WASHINGTON—The U.S. government followed through on plans to raise tariffs May 10 on $200 billion worth of imports from China, but the decision is drawing opposition from chemical and manufacturing industry trade groups.
Talks between Washington and Beijing were continuing at press time, as the American Chemistry Council and the National Association of Manufacturers urged a solution to trade disputes without using tariffs.
In a statement before the tariffs went up, ACC said that "the risks of continuing to use tariffs as a negotiating tactic with China are simply too high—and any potential benefits still unclear."
NAM urged negotiators to "accelerate their efforts to reach a lasting agreement that ends China's unfair practices, eliminates tariffs and provides real enforcement."
President Trump raised tariffs on $200 billion in imports to 25 percent from what had been 10 percent. The administration said the higher tariffs only apply to goods shipped on or after May 10, not products in transit.
The U.S. government, in a May 8 announcement, said it was hiking tariffs because "in the most recent negotiations, China has chosen to retreat from specific commitments agreed to in earlier rounds."
Washington has sought what it calls "structural changes" in China's economy on issues like forced technology transfer, intellectual property protection and cyberspace.

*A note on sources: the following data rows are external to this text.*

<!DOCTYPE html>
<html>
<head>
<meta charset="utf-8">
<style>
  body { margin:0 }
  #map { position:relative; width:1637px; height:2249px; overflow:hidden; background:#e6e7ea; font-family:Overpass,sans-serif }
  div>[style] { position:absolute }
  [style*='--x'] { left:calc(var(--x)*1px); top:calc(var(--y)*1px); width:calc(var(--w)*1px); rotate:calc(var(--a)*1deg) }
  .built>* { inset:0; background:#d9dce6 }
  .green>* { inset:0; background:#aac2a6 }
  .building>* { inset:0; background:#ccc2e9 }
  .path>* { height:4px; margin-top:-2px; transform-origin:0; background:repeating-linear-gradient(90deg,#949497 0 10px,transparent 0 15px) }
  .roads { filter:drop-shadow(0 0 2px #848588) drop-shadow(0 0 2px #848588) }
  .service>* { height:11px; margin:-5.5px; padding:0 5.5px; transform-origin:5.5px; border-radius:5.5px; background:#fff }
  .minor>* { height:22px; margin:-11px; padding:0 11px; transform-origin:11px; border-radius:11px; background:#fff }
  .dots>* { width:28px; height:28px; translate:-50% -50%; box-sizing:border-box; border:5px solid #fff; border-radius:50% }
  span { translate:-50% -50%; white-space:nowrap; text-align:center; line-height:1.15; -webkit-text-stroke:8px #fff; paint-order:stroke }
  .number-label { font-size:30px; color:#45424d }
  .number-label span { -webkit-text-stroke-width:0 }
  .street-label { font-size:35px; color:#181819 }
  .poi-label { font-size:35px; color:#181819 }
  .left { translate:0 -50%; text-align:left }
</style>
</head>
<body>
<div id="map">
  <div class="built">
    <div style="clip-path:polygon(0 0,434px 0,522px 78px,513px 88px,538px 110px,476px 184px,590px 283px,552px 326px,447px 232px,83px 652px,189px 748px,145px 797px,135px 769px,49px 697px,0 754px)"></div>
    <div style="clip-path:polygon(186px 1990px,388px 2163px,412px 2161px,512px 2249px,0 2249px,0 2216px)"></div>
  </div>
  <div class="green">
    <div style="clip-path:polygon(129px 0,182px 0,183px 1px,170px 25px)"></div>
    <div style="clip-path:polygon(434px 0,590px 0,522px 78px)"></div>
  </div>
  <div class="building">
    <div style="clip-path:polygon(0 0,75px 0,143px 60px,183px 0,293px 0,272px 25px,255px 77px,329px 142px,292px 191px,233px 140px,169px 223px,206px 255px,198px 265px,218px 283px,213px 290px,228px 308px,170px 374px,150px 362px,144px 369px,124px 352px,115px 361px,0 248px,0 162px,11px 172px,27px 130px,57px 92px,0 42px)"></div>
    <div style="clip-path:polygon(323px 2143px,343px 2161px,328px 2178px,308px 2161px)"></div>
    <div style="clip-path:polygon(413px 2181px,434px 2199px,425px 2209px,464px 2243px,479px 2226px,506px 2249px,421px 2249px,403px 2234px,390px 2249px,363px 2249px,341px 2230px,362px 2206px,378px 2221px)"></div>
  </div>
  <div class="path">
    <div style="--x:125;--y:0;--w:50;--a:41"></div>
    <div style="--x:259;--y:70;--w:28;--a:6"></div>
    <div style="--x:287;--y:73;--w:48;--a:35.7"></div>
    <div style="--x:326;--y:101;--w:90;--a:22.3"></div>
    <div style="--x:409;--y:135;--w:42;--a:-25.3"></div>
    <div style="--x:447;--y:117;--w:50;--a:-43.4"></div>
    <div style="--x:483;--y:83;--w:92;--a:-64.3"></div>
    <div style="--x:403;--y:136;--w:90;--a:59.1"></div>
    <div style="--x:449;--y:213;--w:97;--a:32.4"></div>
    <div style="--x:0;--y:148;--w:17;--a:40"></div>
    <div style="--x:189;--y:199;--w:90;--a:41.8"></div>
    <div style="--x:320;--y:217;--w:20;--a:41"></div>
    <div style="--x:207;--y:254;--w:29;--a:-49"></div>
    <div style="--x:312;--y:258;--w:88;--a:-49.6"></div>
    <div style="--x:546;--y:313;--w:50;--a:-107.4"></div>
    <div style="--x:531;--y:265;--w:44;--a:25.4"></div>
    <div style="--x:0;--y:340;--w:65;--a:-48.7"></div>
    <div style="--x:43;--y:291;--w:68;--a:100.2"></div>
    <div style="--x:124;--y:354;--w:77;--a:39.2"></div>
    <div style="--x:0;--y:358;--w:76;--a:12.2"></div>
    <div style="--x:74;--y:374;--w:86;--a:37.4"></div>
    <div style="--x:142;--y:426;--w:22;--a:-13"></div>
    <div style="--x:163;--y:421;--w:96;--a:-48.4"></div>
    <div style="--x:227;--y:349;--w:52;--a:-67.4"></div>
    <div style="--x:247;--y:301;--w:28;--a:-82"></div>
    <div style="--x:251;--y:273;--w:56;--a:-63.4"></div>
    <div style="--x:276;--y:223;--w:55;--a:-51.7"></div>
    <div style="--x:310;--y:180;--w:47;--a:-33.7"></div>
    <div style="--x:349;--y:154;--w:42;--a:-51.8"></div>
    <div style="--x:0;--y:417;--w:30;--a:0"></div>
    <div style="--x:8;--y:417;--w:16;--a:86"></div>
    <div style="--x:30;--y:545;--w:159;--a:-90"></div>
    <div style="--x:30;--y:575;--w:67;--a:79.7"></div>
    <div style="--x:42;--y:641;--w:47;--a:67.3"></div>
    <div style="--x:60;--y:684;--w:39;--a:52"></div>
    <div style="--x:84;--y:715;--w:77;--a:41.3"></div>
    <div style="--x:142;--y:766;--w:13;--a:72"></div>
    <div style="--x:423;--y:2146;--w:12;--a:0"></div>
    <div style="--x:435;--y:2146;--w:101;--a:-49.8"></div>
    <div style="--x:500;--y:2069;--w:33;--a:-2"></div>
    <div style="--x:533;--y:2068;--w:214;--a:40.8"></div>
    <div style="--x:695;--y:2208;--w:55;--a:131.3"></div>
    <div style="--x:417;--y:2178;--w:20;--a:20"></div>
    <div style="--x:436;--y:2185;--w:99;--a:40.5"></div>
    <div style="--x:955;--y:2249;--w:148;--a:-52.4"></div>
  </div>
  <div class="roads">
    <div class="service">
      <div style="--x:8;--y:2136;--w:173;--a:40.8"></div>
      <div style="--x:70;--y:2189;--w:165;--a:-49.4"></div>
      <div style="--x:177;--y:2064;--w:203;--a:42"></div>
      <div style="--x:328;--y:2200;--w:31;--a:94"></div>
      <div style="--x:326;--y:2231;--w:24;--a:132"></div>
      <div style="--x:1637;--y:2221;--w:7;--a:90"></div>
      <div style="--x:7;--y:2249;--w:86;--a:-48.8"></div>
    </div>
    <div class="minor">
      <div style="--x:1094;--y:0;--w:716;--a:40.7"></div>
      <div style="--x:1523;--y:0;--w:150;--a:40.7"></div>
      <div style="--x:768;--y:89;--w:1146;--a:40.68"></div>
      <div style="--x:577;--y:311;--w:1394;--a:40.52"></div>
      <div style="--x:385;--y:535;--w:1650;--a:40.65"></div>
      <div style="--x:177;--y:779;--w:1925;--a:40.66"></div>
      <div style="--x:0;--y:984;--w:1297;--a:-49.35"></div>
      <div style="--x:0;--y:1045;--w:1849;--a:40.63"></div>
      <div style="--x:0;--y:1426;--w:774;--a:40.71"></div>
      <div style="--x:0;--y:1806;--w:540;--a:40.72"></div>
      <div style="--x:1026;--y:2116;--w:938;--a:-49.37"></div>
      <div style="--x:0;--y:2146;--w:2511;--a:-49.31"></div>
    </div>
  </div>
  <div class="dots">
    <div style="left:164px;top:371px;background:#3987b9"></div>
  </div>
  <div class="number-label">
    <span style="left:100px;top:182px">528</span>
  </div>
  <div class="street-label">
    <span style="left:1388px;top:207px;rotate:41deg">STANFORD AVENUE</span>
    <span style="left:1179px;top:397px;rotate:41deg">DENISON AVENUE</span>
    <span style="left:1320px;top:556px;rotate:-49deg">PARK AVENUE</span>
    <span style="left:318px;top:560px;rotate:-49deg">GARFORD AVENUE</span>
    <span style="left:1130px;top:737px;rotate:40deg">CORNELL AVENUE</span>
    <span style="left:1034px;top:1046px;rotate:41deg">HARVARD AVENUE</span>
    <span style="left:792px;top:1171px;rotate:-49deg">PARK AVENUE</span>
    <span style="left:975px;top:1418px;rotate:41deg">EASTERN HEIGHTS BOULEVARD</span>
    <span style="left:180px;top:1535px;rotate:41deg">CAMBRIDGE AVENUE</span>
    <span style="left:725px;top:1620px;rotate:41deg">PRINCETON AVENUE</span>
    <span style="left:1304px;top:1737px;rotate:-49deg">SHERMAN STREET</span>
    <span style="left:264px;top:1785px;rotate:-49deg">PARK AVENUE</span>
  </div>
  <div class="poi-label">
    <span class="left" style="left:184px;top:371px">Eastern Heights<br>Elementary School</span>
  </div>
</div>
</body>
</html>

A spokesman for China's Foreign Ministry told reporters that Beijing has "good faith" in continuing talks and that "raising tariffs won't resolve any problem." It said it hoped that the U.S. "can work with China to meet each other halfway."
The tariffs on $200 billion in imports from China were first imposed last year, in the largest of several rounds of U.S tariffs. ACC estimates that total U.S. tariffs on $250 billion in Chinese imports thus far include more than $15 billion in chemicals and plastics.
ACC said Beijing's retaliation to those tariffs also has hit nearly $11 billion in U.S. chemical and plastics exports to China and have put 55,000 America jobs and $18 billion in U.S. economic activity at risk.
'Eroding ... competitiveness'
ACC President and CEO Cal Dooley said in a statement that China is the third-largest export market for the U.S. chemical industry, and that the trade war is hurting the industry. Beijing has said it will respond to the U.S. tariffs but did not give specifics.
"We are starting to see signs that the tariffs are disrupting supply chains, cutting off markets, and eroding U.S. chemical manufacturing competitiveness," Dooley said. "Although chemical imports from China grew by 22.7 percent in 2018, the retaliatory tariffs significantly dampened U.S. chemical exports to China, resulting in only a 2.7 percent increase in 2018—nearly tripling the chemicals trade deficit, from $1.4 billion to $4 billion."
Dooley said that the U.S. chemical sector, including plastics materials makers, prefer other solutions to trade problems with China, rather than tariffs and counter-tariffs.
"Future growth for our industry depends on a strong trading relationship with China and a trade policy that creates certainty and predictability for investors, not a looming threat of more or higher tariffs," Dooley said.
The Society of Chemical Manufacturers & Affiliates said in a statement that raising the tariffs to 25 percent will "disproportionately burden specialty chemical manufacturers," in part because the industry is very globally integrated.
It said that "in many cases China is the sole supplier of raw materials and building block chemicals" and noted that nearly half of the products removed from the initial U.S. tariff list after industry petitions were chemicals. Companies can continue to file those petitions.
"These sectors are thriving but cannot continue to sustain the volatility introduced by these actions," said Jennifer Abril, SOCMA president and CEO.
This $200 billion round of tariffs also includes duties on some categories of plastic products, including vinyl flooring and some types of plastic packaging and closures. U.S. packaging maker Pactiv LLC had lobbied for tariffs.
Several large U.S. makers of vinyl flooring had urged Washington to impose the tariffs, saying it would benefit investment in U.S. factories. But other companies and importers argued it would raise home construction costs.
These are not the only tariffs on rubber and plastics industry goods. Tariffs on Chinese made injection molding machines, also at 25 percent, were imposed in an earlier round of tariffs last year.
The $200 billion at issue now first were imposed in September. Originally, the 10 percent duties were supposed to rise to 25 percent on Jan. 1 but that had been delayed while talks continued.
As well, 25 percent tariffs on Chinese-made injection molds, first imposed in July, were lifted in January after protests from U.S. mold buyers.
The U.S. traditionally maintains trade deficits with China in plastics products, machinery and molds, and has a surplus in resins. In 2017, the resin surplus was $2.9 billion, while the product deficit was $13.6 billion.